Tuesday, November 26, 2019

A year of my life

Linda Sarsour's memoir, We Are Not Here to Be Bystanders, challenges every stereotype about Muslim women, uncovers dangerous bias against Muslim Americans, and teaches readers how to organize for justice and kindness in our own lives. This is a rare book that leaps off the page and into our hearts."—Gloria Steinem

"Linda Sarsour's moving memoir is a testament to the power of love in action -- a fierce, courageous, joyous love for all people of all religions, genders, races and backgrounds that reaches across all borders and boundaries. If you're wondering what kind of activism holds the potential to free us all, this book offers an answer." —Michelle Alexander


Candid and poignant, this book offers an intimate portrait of a committed activist while emphasizing the need for more Americans to work against the deep-seated inequalities that still haunt the country. A powerful memoir from a dedicated fighter for social justice.”Kirkus Reviews

"Sarsour’s passionate memoir powerfully captures a unifying moment of social protest." —Publisher's Weekly
 
__________

Coming March 3, 2020. 

I spent most of the last year working with this extraordinarily committed activist, courageous mother, and deeply kind woman on her book. She's controversial. Believe only the good. 

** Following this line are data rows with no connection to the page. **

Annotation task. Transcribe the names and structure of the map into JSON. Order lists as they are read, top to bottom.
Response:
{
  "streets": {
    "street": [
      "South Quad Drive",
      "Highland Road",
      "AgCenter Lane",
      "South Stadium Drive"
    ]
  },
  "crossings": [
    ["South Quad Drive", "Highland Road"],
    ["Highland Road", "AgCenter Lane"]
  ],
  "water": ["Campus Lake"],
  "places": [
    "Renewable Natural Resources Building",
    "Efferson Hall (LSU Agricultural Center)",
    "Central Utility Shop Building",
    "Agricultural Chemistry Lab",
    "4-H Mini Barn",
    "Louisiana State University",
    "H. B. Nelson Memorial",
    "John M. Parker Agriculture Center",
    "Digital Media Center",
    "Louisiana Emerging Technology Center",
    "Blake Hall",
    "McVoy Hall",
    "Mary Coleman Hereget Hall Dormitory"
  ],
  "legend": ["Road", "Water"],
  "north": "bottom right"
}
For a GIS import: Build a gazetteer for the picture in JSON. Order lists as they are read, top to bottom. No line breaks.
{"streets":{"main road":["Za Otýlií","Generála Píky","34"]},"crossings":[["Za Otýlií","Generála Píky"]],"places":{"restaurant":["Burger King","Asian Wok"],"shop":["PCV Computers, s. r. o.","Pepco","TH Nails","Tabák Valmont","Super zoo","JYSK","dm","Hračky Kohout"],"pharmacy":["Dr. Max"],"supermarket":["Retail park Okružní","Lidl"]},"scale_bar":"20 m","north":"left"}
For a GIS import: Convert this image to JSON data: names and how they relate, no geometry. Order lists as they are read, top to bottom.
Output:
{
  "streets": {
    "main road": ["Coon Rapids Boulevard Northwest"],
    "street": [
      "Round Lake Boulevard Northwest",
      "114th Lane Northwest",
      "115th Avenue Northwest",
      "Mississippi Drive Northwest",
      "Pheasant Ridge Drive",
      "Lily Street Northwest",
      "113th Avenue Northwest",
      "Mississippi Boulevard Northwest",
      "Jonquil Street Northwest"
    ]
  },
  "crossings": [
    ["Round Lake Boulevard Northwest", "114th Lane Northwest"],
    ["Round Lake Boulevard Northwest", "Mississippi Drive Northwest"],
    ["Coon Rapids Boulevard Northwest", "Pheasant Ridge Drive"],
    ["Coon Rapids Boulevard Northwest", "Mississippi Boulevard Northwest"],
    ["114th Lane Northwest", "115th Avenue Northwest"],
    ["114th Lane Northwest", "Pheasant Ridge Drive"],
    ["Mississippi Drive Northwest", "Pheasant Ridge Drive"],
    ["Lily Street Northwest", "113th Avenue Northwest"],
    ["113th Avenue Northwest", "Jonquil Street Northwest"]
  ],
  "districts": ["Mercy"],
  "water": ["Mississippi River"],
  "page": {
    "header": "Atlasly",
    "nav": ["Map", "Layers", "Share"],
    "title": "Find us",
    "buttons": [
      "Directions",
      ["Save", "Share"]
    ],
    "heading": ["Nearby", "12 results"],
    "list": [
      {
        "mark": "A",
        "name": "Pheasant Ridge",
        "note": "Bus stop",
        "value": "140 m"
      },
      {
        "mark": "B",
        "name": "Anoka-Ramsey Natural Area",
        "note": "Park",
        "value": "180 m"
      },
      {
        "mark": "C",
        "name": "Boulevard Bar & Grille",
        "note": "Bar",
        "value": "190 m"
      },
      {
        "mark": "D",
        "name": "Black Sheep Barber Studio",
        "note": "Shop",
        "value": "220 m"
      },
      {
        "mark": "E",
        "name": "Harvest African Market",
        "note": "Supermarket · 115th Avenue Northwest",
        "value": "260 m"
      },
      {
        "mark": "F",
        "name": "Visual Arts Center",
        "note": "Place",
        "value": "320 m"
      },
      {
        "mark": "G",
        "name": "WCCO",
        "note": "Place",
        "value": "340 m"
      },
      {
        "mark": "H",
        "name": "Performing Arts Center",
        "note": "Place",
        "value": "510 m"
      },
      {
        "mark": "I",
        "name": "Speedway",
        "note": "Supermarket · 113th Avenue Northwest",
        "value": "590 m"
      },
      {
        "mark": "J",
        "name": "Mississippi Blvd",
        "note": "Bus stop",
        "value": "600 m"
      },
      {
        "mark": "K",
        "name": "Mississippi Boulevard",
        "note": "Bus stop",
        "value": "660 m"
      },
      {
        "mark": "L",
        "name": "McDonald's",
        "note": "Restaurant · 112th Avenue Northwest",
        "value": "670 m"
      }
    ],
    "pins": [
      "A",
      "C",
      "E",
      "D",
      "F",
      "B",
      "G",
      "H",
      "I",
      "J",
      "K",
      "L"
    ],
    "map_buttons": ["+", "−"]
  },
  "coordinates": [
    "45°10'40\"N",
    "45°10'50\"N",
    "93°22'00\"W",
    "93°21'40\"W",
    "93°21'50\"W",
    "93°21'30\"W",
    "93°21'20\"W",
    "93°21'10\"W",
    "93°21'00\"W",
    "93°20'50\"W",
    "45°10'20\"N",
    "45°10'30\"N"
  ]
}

Saturday, November 23, 2019

Random youth


This turned up, a photo of me at 18. And then a couple of days later, another photo showed up, this one of my man when he was 18. I wonder what it means, this twin blast from the past, our innocence almost painful. You can see our dream of the future, right there at the surface. And now here we are.


A man we know, who we saw recently at our friend's art show, was saying how we all wish we were young again, but really, our twenties were the most miserable decade, we had no idea what we would do with our lives, whether anyone would love us, or how we should feel about anything. In truth, my twenties were desperately lonely, less so after I met that string bean of a man who opened his heart to mine.

I'm sorry I've been scarce in these parts. I'm trying to write the book. It's hard going right now. But as someone here once said (Denise, it was you) you just have to sit yourself in the chair ready to write each morning so the muse can find you.





Wednesday, November 20, 2019

She looks happy


Here's my darling girl with Beau, a dog she sits for regularly, one of her very favorite canine pals. I love her joy in this picture, and that's reason enough for this post.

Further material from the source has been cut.